* _Task to carry out_: Find all the lines in the material below with the word "Iglesia", and copy them.

* _Task inputs_:
────────────────────────────────────────

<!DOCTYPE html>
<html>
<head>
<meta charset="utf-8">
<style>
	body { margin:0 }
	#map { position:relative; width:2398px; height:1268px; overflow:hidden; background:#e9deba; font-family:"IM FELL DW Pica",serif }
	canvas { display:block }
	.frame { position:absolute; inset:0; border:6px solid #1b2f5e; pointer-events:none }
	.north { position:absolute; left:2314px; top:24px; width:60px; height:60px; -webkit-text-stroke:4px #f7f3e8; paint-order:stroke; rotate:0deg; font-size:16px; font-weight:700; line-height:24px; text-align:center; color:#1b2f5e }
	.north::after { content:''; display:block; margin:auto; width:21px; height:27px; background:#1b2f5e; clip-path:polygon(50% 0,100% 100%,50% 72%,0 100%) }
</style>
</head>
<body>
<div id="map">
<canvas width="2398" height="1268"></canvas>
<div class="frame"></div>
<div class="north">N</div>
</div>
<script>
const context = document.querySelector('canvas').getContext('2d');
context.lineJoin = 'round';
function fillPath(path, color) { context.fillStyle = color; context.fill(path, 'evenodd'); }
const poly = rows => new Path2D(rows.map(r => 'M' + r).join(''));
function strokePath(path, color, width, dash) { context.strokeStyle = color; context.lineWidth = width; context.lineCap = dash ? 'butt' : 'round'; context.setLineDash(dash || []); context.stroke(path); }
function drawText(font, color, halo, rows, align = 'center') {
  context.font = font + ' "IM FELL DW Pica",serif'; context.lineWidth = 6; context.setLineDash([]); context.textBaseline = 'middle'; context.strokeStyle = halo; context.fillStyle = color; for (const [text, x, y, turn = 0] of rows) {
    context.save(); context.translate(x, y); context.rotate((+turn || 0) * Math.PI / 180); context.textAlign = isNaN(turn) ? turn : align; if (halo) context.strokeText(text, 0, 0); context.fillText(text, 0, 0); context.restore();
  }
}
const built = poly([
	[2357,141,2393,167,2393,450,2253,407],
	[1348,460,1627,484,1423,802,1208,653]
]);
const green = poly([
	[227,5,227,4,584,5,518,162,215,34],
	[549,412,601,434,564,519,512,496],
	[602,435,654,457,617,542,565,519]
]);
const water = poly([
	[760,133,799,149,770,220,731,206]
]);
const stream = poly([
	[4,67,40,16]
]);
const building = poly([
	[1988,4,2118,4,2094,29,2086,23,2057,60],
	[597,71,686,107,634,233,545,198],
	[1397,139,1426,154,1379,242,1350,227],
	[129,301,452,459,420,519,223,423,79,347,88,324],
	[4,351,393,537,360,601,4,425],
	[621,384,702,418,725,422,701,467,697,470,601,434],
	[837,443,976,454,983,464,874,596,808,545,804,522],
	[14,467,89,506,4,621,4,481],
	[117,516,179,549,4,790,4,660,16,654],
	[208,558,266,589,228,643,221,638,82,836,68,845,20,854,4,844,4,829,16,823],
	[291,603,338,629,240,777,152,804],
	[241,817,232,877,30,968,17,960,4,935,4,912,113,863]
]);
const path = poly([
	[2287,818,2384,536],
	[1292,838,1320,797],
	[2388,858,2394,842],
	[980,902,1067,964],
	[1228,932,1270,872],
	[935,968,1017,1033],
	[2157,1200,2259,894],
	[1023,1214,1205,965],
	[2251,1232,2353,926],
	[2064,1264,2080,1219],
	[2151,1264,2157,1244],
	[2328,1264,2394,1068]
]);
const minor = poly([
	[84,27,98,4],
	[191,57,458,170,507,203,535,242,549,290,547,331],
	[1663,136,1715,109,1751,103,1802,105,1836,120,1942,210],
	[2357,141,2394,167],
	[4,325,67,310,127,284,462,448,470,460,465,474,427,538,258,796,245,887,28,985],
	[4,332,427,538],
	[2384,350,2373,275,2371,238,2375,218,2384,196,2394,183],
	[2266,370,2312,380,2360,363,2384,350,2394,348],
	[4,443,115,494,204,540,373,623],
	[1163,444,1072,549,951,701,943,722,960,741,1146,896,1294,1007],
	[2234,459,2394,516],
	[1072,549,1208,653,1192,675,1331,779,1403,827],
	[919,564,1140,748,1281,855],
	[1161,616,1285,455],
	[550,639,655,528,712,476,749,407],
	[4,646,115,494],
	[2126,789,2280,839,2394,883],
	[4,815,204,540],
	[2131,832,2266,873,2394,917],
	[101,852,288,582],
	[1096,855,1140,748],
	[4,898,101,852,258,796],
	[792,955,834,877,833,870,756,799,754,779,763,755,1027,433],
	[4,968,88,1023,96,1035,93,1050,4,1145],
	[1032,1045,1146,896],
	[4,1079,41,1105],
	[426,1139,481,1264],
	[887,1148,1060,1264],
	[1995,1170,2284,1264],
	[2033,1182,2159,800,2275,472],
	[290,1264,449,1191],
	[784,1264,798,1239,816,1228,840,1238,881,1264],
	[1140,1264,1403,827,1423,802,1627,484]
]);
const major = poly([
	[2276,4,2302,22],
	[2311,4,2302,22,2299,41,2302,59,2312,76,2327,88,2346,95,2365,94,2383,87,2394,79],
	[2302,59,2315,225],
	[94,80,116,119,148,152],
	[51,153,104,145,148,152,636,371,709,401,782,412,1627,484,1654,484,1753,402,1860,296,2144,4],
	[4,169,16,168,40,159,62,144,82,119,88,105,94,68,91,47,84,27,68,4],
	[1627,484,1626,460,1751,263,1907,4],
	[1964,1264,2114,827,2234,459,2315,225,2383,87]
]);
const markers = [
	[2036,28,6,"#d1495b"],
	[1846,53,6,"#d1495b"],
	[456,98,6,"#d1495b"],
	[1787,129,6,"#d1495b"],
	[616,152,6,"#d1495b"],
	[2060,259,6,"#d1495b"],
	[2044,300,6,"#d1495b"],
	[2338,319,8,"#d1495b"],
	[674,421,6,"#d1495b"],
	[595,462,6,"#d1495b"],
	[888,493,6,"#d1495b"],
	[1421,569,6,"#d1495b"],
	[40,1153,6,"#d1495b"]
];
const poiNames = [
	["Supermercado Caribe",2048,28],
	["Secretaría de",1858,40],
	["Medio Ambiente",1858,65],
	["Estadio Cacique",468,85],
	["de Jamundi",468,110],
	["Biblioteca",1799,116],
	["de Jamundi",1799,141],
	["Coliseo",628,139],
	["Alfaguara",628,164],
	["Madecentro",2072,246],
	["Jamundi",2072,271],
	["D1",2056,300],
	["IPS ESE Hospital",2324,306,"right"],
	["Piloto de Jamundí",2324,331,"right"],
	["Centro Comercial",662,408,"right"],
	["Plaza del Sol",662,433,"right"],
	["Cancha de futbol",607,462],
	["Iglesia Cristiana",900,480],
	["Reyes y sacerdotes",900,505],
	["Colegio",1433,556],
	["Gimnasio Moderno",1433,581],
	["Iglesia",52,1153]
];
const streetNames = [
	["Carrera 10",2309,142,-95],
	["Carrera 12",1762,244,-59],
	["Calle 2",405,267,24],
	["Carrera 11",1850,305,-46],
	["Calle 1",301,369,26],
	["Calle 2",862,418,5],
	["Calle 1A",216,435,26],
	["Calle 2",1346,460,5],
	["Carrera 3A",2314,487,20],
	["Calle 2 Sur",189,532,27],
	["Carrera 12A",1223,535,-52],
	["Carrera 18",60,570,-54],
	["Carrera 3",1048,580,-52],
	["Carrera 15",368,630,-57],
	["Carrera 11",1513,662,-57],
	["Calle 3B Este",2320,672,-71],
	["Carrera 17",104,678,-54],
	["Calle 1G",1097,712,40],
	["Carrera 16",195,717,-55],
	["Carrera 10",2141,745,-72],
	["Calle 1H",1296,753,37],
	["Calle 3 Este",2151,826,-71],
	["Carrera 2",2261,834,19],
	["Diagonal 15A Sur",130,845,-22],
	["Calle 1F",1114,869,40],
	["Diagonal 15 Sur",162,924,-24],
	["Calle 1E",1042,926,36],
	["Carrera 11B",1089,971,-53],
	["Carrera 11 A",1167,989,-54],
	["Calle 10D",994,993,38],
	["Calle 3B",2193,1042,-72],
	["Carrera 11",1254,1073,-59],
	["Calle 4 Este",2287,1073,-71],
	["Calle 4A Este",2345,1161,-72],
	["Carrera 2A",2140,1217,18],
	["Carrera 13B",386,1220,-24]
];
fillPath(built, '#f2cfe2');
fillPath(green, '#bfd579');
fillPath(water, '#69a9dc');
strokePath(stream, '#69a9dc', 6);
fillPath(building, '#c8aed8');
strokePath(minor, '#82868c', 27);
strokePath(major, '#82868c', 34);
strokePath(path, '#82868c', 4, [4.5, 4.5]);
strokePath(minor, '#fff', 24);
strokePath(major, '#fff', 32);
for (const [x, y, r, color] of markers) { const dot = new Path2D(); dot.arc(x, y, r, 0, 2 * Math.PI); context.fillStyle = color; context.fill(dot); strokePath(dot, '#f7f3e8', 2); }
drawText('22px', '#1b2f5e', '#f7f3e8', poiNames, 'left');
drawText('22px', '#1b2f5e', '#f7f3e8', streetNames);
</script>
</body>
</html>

────────────────────────────────────────

* _Output for this exercise_:
	["Iglesia Cristiana",900,480],
	["Iglesia",52,1153]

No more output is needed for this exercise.